=== Exercise instructions ===
Every single entry that follows must be copied exactly.

=== Supplied records ===

· · · · ·

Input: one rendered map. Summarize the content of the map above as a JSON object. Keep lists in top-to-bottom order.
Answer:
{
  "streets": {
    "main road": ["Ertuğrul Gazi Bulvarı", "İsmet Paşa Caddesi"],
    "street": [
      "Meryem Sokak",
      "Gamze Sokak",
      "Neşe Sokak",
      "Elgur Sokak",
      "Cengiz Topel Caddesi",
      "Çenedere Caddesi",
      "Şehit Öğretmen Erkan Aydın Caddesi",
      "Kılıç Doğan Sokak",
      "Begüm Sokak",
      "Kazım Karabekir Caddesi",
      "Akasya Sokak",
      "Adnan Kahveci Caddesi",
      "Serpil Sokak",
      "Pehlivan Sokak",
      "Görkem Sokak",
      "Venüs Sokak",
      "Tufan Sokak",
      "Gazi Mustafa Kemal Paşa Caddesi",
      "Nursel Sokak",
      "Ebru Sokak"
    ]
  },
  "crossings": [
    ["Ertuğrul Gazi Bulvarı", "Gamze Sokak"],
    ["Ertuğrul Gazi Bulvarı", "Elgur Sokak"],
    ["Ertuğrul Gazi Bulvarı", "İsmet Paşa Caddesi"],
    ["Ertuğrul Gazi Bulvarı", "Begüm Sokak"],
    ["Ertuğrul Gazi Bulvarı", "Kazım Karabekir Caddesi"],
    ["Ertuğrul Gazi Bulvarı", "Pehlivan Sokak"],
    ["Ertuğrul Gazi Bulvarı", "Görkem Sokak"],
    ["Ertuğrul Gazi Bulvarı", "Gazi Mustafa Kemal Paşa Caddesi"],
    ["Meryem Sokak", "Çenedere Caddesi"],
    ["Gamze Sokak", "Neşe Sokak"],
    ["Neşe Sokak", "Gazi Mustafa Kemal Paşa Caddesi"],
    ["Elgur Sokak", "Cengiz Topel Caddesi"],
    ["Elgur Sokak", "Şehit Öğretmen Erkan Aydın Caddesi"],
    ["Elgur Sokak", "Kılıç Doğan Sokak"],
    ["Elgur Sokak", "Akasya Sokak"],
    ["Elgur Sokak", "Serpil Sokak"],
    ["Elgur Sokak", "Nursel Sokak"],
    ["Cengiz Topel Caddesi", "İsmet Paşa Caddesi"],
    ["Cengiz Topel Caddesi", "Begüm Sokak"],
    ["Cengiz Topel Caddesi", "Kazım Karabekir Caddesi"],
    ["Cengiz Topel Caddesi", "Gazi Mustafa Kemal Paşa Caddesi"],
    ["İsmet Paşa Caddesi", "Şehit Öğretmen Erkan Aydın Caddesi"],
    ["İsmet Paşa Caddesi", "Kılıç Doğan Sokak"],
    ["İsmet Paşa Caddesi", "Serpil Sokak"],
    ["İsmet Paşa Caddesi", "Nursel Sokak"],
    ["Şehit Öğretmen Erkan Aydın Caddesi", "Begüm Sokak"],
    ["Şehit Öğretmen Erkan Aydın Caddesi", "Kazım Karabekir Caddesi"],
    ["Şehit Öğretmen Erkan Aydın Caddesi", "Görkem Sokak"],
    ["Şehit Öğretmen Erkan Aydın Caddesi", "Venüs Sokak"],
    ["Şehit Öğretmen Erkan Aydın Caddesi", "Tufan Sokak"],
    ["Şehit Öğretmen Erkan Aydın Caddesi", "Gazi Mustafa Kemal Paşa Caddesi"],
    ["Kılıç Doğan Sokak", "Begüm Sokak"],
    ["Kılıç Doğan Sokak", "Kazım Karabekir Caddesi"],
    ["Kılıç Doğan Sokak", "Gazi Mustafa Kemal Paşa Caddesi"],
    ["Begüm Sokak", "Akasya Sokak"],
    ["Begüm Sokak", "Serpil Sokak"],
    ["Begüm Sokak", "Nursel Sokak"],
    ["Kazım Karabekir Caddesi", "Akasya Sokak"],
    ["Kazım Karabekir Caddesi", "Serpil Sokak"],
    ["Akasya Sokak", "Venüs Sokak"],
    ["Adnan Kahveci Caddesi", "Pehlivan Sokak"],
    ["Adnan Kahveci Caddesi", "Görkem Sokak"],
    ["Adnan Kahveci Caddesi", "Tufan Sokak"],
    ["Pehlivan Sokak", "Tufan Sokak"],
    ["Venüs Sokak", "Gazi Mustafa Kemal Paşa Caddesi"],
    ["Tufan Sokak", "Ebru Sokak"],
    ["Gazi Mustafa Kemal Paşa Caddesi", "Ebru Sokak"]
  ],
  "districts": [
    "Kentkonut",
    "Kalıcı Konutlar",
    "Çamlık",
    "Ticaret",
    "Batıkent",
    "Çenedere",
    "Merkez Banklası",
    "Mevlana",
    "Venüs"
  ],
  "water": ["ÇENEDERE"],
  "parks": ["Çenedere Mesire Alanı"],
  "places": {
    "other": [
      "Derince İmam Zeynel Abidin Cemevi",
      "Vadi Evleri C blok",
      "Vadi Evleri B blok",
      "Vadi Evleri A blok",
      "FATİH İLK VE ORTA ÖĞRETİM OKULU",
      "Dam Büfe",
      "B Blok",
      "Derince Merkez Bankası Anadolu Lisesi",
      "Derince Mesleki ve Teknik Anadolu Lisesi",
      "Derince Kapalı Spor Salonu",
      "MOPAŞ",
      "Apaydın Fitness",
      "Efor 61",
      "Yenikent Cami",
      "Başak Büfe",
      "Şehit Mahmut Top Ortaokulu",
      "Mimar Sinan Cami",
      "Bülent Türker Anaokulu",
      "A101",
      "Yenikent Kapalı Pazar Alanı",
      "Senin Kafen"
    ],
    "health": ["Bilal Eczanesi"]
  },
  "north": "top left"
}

· · · · ·

=== Exercise output ===
Input: one rendered map. Summarize the content of the map above as a JSON object. Keep lists in top-to-bottom order.
Answer:
{
  "streets": {
    "main road": ["Ertuğrul Gazi Bulvarı", "İsmet Paşa Caddesi"],
    "street": [
      "Meryem Sokak",
      "Gamze Sokak",
      "Neşe Sokak",
      "Elgur Sokak",
      "Cengiz Topel Caddesi",
      "Çenedere Caddesi",
      "Şehit Öğretmen Erkan Aydın Caddesi",
      "Kılıç Doğan Sokak",
      "Begüm Sokak",
      "Kazım Karabekir Caddesi",
      "Akasya Sokak",
      "Adnan Kahveci Caddesi",
      "Serpil Sokak",
      "Pehlivan Sokak",
      "Görkem Sokak",
      "Venüs Sokak",
      "Tufan Sokak",
      "Gazi Mustafa Kemal Paşa Caddesi",
      "Nursel Sokak",
      "Ebru Sokak"
    ]
  },
  "crossings": [
    ["Ertuğrul Gazi Bulvarı", "Gamze Sokak"],
    ["Ertuğrul Gazi Bulvarı", "Elgur Sokak"],
    ["Ertuğrul Gazi Bulvarı", "İsmet Paşa Caddesi"],
    ["Ertuğrul Gazi Bulvarı", "Begüm Sokak"],
    ["Ertuğrul Gazi Bulvarı", "Kazım Karabekir Caddesi"],
    ["Ertuğrul Gazi Bulvarı", "Pehlivan Sokak"],
    ["Ertuğrul Gazi Bulvarı", "Görkem Sokak"],
    ["Ertuğrul Gazi Bulvarı", "Gazi Mustafa Kemal Paşa Caddesi"],
    ["Meryem Sokak", "Çenedere Caddesi"],
    ["Gamze Sokak", "Neşe Sokak"],
    ["Neşe Sokak", "Gazi Mustafa Kemal Paşa Caddesi"],
    ["Elgur Sokak", "Cengiz Topel Caddesi"],
    ["Elgur Sokak", "Şehit Öğretmen Erkan Aydın Caddesi"],
    ["Elgur Sokak", "Kılıç Doğan Sokak"],
    ["Elgur Sokak", "Akasya Sokak"],
    ["Elgur Sokak", "Serpil Sokak"],
    ["Elgur Sokak", "Nursel Sokak"],
    ["Cengiz Topel Caddesi", "İsmet Paşa Caddesi"],
    ["Cengiz Topel Caddesi", "Begüm Sokak"],
    ["Cengiz Topel Caddesi", "Kazım Karabekir Caddesi"],
    ["Cengiz Topel Caddesi", "Gazi Mustafa Kemal Paşa Caddesi"],
    ["İsmet Paşa Caddesi", "Şehit Öğretmen Erkan Aydın Caddesi"],
    ["İsmet Paşa Caddesi", "Kılıç Doğan Sokak"],
    ["İsmet Paşa Caddesi", "Serpil Sokak"],
    ["İsmet Paşa Caddesi", "Nursel Sokak"],
    ["Şehit Öğretmen Erkan Aydın Caddesi", "Begüm Sokak"],
    ["Şehit Öğretmen Erkan Aydın Caddesi", "Kazım Karabekir Caddesi"],
    ["Şehit Öğretmen Erkan Aydın Caddesi", "Görkem Sokak"],
    ["Şehit Öğretmen Erkan Aydın Caddesi", "Venüs Sokak"],
    ["Şehit Öğretmen Erkan Aydın Caddesi", "Tufan Sokak"],
    ["Şehit Öğretmen Erkan Aydın Caddesi", "Gazi Mustafa Kemal Paşa Caddesi"],
    ["Kılıç Doğan Sokak", "Begüm Sokak"],
    ["Kılıç Doğan Sokak", "Kazım Karabekir Caddesi"],
    ["Kılıç Doğan Sokak", "Gazi Mustafa Kemal Paşa Caddesi"],
    ["Begüm Sokak", "Akasya Sokak"],
    ["Begüm Sokak", "Serpil Sokak"],
    ["Begüm Sokak", "Nursel Sokak"],
    ["Kazım Karabekir Caddesi", "Akasya Sokak"],
    ["Kazım Karabekir Caddesi", "Serpil Sokak"],
    ["Akasya Sokak", "Venüs Sokak"],
    ["Adnan Kahveci Caddesi", "Pehlivan Sokak"],
    ["Adnan Kahveci Caddesi", "Görkem Sokak"],
    ["Adnan Kahveci Caddesi", "Tufan Sokak"],
    ["Pehlivan Sokak", "Tufan Sokak"],
    ["Venüs Sokak", "Gazi Mustafa Kemal Paşa Caddesi"],
    ["Tufan Sokak", "Ebru Sokak"],
    ["Gazi Mustafa Kemal Paşa Caddesi", "Ebru Sokak"]
  ],
  "districts": [
    "Kentkonut",
    "Kalıcı Konutlar",
    "Çamlık",
    "Ticaret",
    "Batıkent",
    "Çenedere",
    "Merkez Banklası",
    "Mevlana",
    "Venüs"
  ],
  "water": ["ÇENEDERE"],
  "parks": ["Çenedere Mesire Alanı"],
  "places": {
    "other": [
      "Derince İmam Zeynel Abidin Cemevi",
      "Vadi Evleri C blok",
      "Vadi Evleri B blok",
      "Vadi Evleri A blok",
      "FATİH İLK VE ORTA ÖĞRETİM OKULU",
      "Dam Büfe",
      "B Blok",
      "Derince Merkez Bankası Anadolu Lisesi",
      "Derince Mesleki ve Teknik Anadolu Lisesi",
      "Derince Kapalı Spor Salonu",
      "MOPAŞ",
      "Apaydın Fitness",
      "Efor 61",
      "Yenikent Cami",
      "Başak Büfe",
      "Şehit Mahmut Top Ortaokulu",
      "Mimar Sinan Cami",
      "Bülent Türker Anaokulu",
      "A101",
      "Yenikent Kapalı Pazar Alanı",
      "Senin Kafen"
    ],
    "health": ["Bilal Eczanesi"]
  },
  "north": "top left"
}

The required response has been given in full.